**Exercise goal**
From the listing, collect all lines containing the word "hidden".

**Material shown**
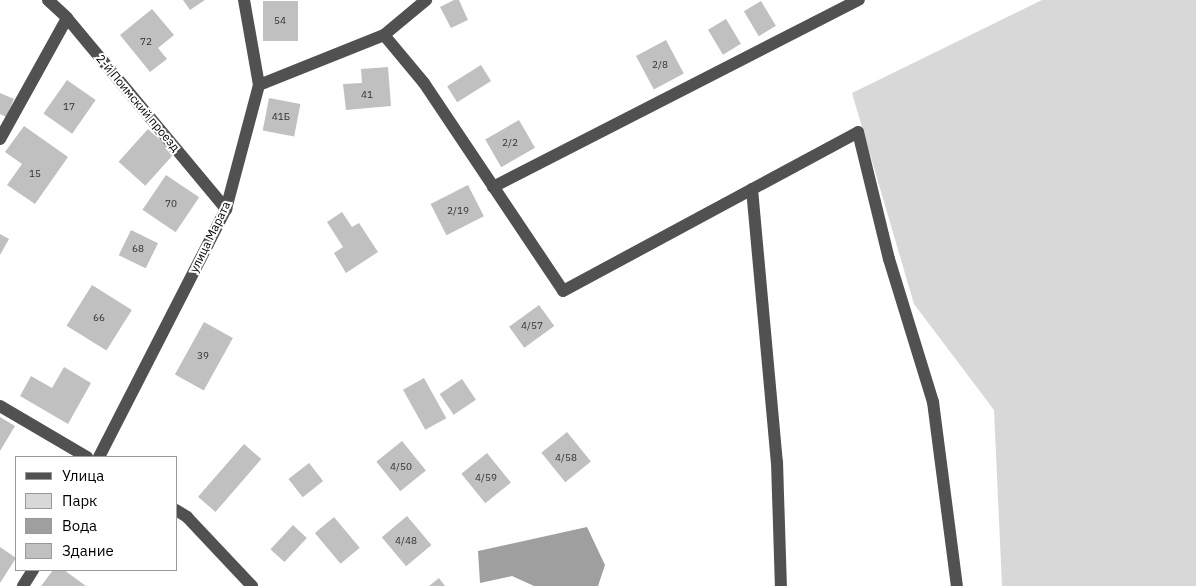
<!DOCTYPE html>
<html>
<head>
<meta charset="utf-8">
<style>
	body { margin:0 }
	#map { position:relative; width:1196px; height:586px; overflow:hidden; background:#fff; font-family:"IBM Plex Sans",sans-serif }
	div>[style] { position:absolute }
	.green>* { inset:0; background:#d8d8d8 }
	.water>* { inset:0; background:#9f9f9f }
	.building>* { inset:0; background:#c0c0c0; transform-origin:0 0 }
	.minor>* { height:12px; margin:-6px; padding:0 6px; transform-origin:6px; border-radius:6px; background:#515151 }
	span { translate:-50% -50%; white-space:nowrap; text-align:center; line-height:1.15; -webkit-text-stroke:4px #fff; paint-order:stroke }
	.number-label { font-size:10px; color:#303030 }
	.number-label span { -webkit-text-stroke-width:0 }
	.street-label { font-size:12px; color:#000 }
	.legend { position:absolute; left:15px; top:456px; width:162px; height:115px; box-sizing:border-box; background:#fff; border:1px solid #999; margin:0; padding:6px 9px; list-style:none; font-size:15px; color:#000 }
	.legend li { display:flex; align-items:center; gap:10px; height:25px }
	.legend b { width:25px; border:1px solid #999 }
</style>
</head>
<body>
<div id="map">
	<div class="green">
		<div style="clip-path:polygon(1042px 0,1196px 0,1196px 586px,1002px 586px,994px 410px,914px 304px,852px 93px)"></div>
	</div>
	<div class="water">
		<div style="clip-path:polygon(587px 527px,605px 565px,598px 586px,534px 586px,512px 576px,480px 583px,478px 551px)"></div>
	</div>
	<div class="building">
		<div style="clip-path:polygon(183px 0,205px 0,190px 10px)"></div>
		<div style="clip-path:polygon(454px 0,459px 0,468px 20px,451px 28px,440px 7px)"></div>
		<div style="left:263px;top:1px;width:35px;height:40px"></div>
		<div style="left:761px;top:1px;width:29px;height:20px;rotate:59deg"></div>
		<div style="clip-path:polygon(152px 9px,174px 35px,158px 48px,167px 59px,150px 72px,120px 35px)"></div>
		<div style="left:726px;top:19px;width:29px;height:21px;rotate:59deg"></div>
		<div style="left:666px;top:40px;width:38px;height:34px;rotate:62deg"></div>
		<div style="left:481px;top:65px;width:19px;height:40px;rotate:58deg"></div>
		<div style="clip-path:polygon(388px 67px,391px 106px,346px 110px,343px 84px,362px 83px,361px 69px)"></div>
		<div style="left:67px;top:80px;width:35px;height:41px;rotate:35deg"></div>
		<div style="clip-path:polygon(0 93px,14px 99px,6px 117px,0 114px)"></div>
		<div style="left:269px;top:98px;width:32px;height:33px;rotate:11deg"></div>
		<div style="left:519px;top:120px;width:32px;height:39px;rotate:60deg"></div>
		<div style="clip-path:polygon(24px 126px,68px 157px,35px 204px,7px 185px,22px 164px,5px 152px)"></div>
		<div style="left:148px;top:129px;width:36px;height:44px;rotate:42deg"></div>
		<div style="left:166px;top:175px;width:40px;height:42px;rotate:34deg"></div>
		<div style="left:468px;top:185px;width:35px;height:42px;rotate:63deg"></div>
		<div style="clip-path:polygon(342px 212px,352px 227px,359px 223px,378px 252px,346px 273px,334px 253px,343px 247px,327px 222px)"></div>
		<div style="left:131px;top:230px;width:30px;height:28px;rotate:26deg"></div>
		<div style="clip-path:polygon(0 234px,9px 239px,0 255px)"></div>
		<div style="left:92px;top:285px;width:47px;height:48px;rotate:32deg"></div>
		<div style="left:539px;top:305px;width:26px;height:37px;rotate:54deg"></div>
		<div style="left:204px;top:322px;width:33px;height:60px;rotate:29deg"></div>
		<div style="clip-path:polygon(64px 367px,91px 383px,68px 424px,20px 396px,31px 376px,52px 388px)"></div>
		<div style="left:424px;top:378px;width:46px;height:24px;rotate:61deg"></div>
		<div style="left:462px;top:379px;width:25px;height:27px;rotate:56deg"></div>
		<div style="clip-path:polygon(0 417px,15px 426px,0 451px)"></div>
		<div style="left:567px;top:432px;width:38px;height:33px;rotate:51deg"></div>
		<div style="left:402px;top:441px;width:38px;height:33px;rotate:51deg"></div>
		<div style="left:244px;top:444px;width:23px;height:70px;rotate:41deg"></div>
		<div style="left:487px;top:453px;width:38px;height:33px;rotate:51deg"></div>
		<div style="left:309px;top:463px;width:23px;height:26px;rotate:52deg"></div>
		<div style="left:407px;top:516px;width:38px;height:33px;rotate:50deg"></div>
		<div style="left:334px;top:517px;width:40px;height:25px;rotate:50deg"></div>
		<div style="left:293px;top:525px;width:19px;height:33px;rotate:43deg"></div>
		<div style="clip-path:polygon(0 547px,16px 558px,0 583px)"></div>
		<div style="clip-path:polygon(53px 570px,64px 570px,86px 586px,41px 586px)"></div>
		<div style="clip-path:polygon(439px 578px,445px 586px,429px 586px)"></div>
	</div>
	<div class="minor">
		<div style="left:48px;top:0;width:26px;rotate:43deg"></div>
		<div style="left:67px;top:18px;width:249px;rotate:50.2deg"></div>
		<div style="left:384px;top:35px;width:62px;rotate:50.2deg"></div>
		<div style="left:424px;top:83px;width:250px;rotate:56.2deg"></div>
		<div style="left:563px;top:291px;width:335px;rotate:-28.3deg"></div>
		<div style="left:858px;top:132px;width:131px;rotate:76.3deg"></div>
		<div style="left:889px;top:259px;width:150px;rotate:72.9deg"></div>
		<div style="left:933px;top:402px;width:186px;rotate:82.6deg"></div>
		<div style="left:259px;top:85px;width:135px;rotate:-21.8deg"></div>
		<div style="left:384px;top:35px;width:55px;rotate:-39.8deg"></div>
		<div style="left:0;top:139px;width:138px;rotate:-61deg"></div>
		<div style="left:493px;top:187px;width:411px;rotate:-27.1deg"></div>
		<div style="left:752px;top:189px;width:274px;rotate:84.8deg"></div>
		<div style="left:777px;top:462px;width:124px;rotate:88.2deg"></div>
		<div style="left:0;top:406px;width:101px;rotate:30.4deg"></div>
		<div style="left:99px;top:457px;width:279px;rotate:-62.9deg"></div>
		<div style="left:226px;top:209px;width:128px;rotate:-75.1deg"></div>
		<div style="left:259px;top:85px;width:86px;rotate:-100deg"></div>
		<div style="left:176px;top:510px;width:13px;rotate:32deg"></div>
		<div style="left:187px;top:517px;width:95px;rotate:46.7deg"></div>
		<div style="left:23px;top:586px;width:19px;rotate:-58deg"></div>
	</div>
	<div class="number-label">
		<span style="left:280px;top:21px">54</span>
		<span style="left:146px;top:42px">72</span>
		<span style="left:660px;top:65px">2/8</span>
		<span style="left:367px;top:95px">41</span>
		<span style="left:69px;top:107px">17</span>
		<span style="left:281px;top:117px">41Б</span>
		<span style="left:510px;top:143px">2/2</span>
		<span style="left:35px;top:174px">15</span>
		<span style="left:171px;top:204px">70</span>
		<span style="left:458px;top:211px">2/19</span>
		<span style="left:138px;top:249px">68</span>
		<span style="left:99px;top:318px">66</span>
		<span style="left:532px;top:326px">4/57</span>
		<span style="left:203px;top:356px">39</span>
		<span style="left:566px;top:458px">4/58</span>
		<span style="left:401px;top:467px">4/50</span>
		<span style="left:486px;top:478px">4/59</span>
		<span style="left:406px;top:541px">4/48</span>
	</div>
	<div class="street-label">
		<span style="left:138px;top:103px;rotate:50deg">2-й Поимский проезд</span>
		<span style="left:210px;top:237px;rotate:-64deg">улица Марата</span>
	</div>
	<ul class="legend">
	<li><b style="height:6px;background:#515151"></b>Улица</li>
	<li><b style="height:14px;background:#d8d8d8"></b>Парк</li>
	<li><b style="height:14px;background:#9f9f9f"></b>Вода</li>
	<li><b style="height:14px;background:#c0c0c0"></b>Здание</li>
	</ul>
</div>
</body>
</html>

...

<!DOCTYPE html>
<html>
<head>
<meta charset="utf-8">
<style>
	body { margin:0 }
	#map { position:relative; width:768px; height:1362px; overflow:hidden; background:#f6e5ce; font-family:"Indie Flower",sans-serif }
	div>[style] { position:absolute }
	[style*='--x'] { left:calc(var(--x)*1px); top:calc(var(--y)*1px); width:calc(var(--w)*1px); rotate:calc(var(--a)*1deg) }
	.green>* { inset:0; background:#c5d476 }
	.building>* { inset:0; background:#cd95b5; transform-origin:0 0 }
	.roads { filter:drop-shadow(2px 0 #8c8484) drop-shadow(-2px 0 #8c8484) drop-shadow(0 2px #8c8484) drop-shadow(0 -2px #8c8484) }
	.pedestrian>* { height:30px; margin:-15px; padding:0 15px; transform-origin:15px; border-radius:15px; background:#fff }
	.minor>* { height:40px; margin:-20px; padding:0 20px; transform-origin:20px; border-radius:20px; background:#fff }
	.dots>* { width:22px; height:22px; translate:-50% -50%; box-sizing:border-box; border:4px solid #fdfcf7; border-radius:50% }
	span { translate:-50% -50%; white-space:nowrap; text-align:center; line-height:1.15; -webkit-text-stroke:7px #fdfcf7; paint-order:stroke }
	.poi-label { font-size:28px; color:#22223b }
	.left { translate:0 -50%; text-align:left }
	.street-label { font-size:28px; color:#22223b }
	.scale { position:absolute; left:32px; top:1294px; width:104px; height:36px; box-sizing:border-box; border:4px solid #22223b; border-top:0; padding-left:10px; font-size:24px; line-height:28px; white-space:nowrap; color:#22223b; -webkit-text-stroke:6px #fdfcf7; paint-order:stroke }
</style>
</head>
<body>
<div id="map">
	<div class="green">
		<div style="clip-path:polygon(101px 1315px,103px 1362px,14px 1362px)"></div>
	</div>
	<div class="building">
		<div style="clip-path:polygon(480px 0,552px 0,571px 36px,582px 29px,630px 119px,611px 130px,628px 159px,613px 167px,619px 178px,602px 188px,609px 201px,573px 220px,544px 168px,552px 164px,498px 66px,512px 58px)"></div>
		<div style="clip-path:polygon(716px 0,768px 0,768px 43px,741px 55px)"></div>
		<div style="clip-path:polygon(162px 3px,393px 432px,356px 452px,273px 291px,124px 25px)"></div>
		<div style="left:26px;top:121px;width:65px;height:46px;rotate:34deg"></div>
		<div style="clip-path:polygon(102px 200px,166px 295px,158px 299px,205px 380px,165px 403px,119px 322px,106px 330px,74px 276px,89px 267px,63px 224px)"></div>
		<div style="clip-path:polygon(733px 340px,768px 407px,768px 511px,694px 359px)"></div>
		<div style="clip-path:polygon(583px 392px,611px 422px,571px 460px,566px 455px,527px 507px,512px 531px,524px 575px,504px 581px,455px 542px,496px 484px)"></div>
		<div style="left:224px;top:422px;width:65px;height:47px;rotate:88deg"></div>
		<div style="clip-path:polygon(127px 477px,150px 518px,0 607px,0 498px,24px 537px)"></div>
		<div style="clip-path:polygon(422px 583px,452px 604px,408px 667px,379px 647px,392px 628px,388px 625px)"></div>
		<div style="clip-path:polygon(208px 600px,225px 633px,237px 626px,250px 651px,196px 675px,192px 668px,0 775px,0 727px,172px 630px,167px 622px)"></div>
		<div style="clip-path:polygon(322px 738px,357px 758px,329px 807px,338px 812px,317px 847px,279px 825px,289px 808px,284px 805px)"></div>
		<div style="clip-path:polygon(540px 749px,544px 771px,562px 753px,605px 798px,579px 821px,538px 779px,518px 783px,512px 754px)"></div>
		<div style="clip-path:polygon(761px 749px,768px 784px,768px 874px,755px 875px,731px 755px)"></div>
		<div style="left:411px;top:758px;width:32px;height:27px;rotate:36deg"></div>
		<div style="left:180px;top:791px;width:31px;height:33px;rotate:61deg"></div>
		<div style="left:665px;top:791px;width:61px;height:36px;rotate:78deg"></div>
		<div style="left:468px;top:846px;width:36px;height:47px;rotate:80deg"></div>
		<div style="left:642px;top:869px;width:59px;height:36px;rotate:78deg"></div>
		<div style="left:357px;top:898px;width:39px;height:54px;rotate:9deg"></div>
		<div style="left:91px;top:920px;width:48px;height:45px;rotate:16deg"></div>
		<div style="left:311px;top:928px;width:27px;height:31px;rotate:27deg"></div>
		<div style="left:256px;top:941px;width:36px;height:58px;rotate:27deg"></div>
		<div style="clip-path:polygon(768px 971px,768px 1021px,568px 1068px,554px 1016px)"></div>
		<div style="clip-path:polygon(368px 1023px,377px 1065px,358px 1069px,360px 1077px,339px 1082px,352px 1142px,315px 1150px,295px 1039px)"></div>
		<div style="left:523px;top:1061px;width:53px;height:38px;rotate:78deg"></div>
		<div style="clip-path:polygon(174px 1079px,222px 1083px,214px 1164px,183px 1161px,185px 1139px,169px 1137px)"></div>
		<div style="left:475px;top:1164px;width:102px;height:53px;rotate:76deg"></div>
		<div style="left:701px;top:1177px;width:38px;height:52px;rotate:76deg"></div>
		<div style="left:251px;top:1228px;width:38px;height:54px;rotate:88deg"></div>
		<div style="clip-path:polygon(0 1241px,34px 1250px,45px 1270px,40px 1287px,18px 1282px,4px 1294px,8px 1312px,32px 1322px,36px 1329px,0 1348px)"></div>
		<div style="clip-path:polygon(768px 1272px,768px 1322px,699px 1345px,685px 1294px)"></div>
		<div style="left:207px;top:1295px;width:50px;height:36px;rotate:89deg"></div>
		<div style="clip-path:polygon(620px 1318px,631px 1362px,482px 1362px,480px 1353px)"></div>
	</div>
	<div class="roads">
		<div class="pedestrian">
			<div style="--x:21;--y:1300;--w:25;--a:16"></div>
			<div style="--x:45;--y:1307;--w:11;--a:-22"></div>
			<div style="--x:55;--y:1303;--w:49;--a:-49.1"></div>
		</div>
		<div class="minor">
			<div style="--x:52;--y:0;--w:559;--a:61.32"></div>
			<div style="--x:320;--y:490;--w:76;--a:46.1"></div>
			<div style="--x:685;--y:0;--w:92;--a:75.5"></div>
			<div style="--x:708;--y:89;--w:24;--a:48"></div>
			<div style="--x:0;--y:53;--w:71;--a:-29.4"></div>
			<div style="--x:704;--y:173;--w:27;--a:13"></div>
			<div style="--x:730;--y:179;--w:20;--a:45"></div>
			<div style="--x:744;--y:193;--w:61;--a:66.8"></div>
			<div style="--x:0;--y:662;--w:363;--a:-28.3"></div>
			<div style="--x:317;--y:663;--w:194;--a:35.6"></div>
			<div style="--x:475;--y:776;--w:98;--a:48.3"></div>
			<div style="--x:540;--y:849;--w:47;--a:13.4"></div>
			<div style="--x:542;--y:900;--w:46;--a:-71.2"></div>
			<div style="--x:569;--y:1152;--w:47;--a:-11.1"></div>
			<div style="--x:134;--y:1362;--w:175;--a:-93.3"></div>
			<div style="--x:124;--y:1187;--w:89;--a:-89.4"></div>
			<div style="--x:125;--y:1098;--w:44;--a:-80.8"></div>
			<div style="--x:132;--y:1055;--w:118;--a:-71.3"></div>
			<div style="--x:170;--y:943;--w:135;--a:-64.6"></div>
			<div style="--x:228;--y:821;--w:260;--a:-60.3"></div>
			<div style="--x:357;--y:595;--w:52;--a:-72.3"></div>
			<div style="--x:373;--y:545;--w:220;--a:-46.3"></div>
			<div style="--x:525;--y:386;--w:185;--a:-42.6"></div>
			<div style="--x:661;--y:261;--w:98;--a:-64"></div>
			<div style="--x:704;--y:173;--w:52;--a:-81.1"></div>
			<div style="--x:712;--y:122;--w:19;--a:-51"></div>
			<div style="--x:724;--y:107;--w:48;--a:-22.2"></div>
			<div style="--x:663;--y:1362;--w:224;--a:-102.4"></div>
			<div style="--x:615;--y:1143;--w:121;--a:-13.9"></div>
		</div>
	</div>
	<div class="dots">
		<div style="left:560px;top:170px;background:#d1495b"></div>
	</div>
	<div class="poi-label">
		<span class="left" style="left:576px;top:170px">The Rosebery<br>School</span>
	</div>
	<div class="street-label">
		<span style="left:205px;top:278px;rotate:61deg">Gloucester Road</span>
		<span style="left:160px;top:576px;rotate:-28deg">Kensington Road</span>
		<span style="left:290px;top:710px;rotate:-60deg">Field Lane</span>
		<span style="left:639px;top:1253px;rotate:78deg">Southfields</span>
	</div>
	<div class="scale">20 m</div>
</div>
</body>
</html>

**Result for this task**
	#map { position:relative; width:1196px; height:586px; overflow:hidden; background:#fff; font-family:"IBM Plex Sans",sans-serif }
	#map { position:relative; width:768px; height:1362px; overflow:hidden; background:#f6e5ce; font-family:"Indie Flower",sans-serif }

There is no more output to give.